>>>>

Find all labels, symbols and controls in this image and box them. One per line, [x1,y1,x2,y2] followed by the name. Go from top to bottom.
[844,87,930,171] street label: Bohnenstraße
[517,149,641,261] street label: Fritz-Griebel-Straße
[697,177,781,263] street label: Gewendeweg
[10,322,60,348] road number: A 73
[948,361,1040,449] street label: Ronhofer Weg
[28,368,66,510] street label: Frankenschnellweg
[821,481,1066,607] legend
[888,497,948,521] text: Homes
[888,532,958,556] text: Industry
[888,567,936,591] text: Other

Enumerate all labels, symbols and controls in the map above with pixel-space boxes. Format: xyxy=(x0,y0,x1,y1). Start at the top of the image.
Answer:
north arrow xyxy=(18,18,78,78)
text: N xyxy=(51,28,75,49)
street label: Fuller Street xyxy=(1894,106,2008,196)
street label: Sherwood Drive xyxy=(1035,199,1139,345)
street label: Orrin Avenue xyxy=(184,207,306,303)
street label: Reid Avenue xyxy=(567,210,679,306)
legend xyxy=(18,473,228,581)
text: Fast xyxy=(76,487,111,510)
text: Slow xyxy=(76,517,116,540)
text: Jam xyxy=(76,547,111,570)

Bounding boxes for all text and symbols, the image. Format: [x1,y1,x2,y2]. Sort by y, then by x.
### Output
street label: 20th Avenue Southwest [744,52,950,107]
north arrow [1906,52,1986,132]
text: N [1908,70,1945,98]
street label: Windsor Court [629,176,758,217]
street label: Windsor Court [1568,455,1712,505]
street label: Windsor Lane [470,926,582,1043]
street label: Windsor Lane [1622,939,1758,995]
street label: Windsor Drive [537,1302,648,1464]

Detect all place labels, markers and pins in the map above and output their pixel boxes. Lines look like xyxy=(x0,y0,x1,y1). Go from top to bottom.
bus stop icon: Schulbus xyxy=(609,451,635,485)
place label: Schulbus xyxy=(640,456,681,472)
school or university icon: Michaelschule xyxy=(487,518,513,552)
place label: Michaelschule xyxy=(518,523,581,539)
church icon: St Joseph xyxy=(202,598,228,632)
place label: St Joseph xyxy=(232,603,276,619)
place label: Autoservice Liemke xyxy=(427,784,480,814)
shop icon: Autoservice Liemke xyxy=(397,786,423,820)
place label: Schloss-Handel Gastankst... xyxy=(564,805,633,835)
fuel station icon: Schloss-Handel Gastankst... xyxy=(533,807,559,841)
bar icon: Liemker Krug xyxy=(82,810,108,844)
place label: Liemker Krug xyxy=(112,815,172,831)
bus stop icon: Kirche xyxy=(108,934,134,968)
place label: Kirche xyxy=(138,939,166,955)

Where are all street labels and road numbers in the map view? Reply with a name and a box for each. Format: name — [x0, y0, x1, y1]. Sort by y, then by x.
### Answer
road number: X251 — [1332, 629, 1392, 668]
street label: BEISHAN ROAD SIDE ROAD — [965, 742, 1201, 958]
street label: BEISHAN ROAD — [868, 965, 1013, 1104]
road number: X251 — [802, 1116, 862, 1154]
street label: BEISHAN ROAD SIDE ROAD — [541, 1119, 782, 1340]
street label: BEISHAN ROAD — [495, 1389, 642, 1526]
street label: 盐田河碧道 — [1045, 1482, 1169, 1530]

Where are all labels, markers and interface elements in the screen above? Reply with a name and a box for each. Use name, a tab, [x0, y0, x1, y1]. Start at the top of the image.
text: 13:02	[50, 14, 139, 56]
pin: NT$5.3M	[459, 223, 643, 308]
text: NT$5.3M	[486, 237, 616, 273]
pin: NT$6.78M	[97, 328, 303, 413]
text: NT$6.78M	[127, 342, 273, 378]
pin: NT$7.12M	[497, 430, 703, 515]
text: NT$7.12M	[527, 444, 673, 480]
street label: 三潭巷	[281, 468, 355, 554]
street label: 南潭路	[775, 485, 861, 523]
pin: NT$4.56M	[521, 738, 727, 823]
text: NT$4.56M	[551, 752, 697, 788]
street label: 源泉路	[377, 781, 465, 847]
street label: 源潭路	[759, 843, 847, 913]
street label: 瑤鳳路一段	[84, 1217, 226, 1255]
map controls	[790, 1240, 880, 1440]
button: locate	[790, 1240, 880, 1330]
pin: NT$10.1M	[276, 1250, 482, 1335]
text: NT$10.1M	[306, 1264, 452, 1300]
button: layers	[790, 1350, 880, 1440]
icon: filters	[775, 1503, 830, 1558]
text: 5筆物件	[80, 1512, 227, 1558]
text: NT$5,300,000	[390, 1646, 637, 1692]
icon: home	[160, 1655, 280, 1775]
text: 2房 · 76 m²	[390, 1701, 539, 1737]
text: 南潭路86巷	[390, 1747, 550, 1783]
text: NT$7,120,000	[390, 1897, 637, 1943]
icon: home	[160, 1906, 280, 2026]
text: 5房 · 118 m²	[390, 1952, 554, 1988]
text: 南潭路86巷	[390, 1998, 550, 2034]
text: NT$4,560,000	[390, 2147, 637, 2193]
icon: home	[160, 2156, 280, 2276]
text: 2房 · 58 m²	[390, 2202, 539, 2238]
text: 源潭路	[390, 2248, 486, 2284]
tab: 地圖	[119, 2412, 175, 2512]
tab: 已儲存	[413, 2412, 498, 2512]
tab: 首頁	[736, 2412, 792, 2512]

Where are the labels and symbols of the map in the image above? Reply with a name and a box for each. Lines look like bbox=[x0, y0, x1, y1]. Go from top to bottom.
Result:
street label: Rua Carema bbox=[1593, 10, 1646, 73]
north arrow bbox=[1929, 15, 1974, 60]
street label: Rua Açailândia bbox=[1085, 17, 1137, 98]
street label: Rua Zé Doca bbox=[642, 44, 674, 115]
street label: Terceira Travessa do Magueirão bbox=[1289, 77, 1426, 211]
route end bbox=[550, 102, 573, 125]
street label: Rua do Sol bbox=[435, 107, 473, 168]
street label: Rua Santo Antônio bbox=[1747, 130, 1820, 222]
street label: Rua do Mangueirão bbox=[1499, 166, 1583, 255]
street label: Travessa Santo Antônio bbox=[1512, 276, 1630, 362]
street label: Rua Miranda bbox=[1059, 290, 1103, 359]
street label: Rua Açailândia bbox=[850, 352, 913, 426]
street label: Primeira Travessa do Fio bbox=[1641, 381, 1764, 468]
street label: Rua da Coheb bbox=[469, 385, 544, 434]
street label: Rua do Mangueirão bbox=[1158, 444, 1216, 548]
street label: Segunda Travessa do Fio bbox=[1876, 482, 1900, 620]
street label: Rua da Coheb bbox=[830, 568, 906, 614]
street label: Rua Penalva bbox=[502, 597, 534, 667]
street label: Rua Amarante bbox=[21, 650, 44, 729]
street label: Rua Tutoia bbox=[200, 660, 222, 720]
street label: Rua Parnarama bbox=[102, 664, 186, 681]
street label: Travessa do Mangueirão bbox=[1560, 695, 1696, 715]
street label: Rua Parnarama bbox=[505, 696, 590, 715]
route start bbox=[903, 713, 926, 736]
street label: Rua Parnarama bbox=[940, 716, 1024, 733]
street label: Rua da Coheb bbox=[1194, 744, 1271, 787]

<<<<

Repeat every record exactly, so that nothing is lost or altered.

Exercise result:
Find all labels, symbols and controls in this image and box them. One per line, [x1,y1,x2,y2] followed by the name. Go from top to bottom.
[844,87,930,171] street label: Bohnenstraße
[517,149,641,261] street label: Fritz-Griebel-Straße
[697,177,781,263] street label: Gewendeweg
[10,322,60,348] road number: A 73
[948,361,1040,449] street label: Ronhofer Weg
[28,368,66,510] street label: Frankenschnellweg
[821,481,1066,607] legend
[888,497,948,521] text: Homes
[888,532,958,556] text: Industry
[888,567,936,591] text: Other

Enumerate all labels, symbols and controls in the map above with pixel-space boxes. Format: xyxy=(x0,y0,x1,y1). Start at the top of the image.
Answer:
north arrow xyxy=(18,18,78,78)
text: N xyxy=(51,28,75,49)
street label: Fuller Street xyxy=(1894,106,2008,196)
street label: Sherwood Drive xyxy=(1035,199,1139,345)
street label: Orrin Avenue xyxy=(184,207,306,303)
street label: Reid Avenue xyxy=(567,210,679,306)
legend xyxy=(18,473,228,581)
text: Fast xyxy=(76,487,111,510)
text: Slow xyxy=(76,517,116,540)
text: Jam xyxy=(76,547,111,570)

Bounding boxes for all text and symbols, the image. Format: [x1,y1,x2,y2]. Sort by y, then by x.
### Output
street label: 20th Avenue Southwest [744,52,950,107]
north arrow [1906,52,1986,132]
text: N [1908,70,1945,98]
street label: Windsor Court [629,176,758,217]
street label: Windsor Court [1568,455,1712,505]
street label: Windsor Lane [470,926,582,1043]
street label: Windsor Lane [1622,939,1758,995]
street label: Windsor Drive [537,1302,648,1464]

Detect all place labels, markers and pins in the map above and output their pixel boxes. Lines look like xyxy=(x0,y0,x1,y1). Go from top to bottom.
bus stop icon: Schulbus xyxy=(609,451,635,485)
place label: Schulbus xyxy=(640,456,681,472)
school or university icon: Michaelschule xyxy=(487,518,513,552)
place label: Michaelschule xyxy=(518,523,581,539)
church icon: St Joseph xyxy=(202,598,228,632)
place label: St Joseph xyxy=(232,603,276,619)
place label: Autoservice Liemke xyxy=(427,784,480,814)
shop icon: Autoservice Liemke xyxy=(397,786,423,820)
place label: Schloss-Handel Gastankst... xyxy=(564,805,633,835)
fuel station icon: Schloss-Handel Gastankst... xyxy=(533,807,559,841)
bar icon: Liemker Krug xyxy=(82,810,108,844)
place label: Liemker Krug xyxy=(112,815,172,831)
bus stop icon: Kirche xyxy=(108,934,134,968)
place label: Kirche xyxy=(138,939,166,955)

Where are all street labels and road numbers in the map view? Reply with a name and a box for each. Format: name — [x0, y0, x1, y1]. Sort by y, then by x.
### Answer
road number: X251 — [1332, 629, 1392, 668]
street label: BEISHAN ROAD SIDE ROAD — [965, 742, 1201, 958]
street label: BEISHAN ROAD — [868, 965, 1013, 1104]
road number: X251 — [802, 1116, 862, 1154]
street label: BEISHAN ROAD SIDE ROAD — [541, 1119, 782, 1340]
street label: BEISHAN ROAD — [495, 1389, 642, 1526]
street label: 盐田河碧道 — [1045, 1482, 1169, 1530]

Where are all labels, markers and interface elements in the screen above? Reply with a name and a box for each. Use name, a tab, [x0, y0, x1, y1]. Start at the top of the image.
text: 13:02	[50, 14, 139, 56]
pin: NT$5.3M	[459, 223, 643, 308]
text: NT$5.3M	[486, 237, 616, 273]
pin: NT$6.78M	[97, 328, 303, 413]
text: NT$6.78M	[127, 342, 273, 378]
pin: NT$7.12M	[497, 430, 703, 515]
text: NT$7.12M	[527, 444, 673, 480]
street label: 三潭巷	[281, 468, 355, 554]
street label: 南潭路	[775, 485, 861, 523]
pin: NT$4.56M	[521, 738, 727, 823]
text: NT$4.56M	[551, 752, 697, 788]
street label: 源泉路	[377, 781, 465, 847]
street label: 源潭路	[759, 843, 847, 913]
street label: 瑤鳳路一段	[84, 1217, 226, 1255]
map controls	[790, 1240, 880, 1440]
button: locate	[790, 1240, 880, 1330]
pin: NT$10.1M	[276, 1250, 482, 1335]
text: NT$10.1M	[306, 1264, 452, 1300]
button: layers	[790, 1350, 880, 1440]
icon: filters	[775, 1503, 830, 1558]
text: 5筆物件	[80, 1512, 227, 1558]
text: NT$5,300,000	[390, 1646, 637, 1692]
icon: home	[160, 1655, 280, 1775]
text: 2房 · 76 m²	[390, 1701, 539, 1737]
text: 南潭路86巷	[390, 1747, 550, 1783]
text: NT$7,120,000	[390, 1897, 637, 1943]
icon: home	[160, 1906, 280, 2026]
text: 5房 · 118 m²	[390, 1952, 554, 1988]
text: 南潭路86巷	[390, 1998, 550, 2034]
text: NT$4,560,000	[390, 2147, 637, 2193]
icon: home	[160, 2156, 280, 2276]
text: 2房 · 58 m²	[390, 2202, 539, 2238]
text: 源潭路	[390, 2248, 486, 2284]
tab: 地圖	[119, 2412, 175, 2512]
tab: 已儲存	[413, 2412, 498, 2512]
tab: 首頁	[736, 2412, 792, 2512]

Where are the labels and symbols of the map in the image above? Reply with a name and a box for each. Lines look like bbox=[x0, y0, x1, y1]. Go from top to bottom.
Result:
street label: Rua Carema bbox=[1593, 10, 1646, 73]
north arrow bbox=[1929, 15, 1974, 60]
street label: Rua Açailândia bbox=[1085, 17, 1137, 98]
street label: Rua Zé Doca bbox=[642, 44, 674, 115]
street label: Terceira Travessa do Magueirão bbox=[1289, 77, 1426, 211]
route end bbox=[550, 102, 573, 125]
street label: Rua do Sol bbox=[435, 107, 473, 168]
street label: Rua Santo Antônio bbox=[1747, 130, 1820, 222]
street label: Rua do Mangueirão bbox=[1499, 166, 1583, 255]
street label: Travessa Santo Antônio bbox=[1512, 276, 1630, 362]
street label: Rua Miranda bbox=[1059, 290, 1103, 359]
street label: Rua Açailândia bbox=[850, 352, 913, 426]
street label: Primeira Travessa do Fio bbox=[1641, 381, 1764, 468]
street label: Rua da Coheb bbox=[469, 385, 544, 434]
street label: Rua do Mangueirão bbox=[1158, 444, 1216, 548]
street label: Segunda Travessa do Fio bbox=[1876, 482, 1900, 620]
street label: Rua da Coheb bbox=[830, 568, 906, 614]
street label: Rua Penalva bbox=[502, 597, 534, 667]
street label: Rua Amarante bbox=[21, 650, 44, 729]
street label: Rua Tutoia bbox=[200, 660, 222, 720]
street label: Rua Parnarama bbox=[102, 664, 186, 681]
street label: Travessa do Mangueirão bbox=[1560, 695, 1696, 715]
street label: Rua Parnarama bbox=[505, 696, 590, 715]
route start bbox=[903, 713, 926, 736]
street label: Rua Parnarama bbox=[940, 716, 1024, 733]
street label: Rua da Coheb bbox=[1194, 744, 1271, 787]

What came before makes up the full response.